• What is needed
Work out the count of lines in the entries below that include "value", and write only that count.

▶

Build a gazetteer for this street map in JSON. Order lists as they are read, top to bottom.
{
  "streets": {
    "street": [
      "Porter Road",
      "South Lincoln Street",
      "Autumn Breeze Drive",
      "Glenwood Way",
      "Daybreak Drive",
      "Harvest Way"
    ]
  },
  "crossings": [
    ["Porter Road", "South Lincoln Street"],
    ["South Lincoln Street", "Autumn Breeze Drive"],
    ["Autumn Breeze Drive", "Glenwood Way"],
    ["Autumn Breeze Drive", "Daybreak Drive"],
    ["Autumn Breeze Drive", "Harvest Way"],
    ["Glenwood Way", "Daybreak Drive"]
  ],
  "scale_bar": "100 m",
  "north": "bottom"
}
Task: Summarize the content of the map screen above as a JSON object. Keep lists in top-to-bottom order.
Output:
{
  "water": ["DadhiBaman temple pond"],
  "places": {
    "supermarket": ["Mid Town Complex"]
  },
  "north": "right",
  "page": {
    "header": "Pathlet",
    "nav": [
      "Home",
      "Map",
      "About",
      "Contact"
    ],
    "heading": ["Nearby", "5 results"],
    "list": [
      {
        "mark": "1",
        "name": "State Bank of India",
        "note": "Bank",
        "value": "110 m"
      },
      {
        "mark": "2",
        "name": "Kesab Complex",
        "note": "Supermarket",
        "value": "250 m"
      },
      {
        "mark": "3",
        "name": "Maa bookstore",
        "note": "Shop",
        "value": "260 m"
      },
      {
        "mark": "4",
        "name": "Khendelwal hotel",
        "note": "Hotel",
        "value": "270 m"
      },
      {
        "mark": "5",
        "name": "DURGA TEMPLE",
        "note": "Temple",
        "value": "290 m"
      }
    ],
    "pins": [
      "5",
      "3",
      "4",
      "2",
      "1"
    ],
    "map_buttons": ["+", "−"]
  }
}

◀

• Solution below
5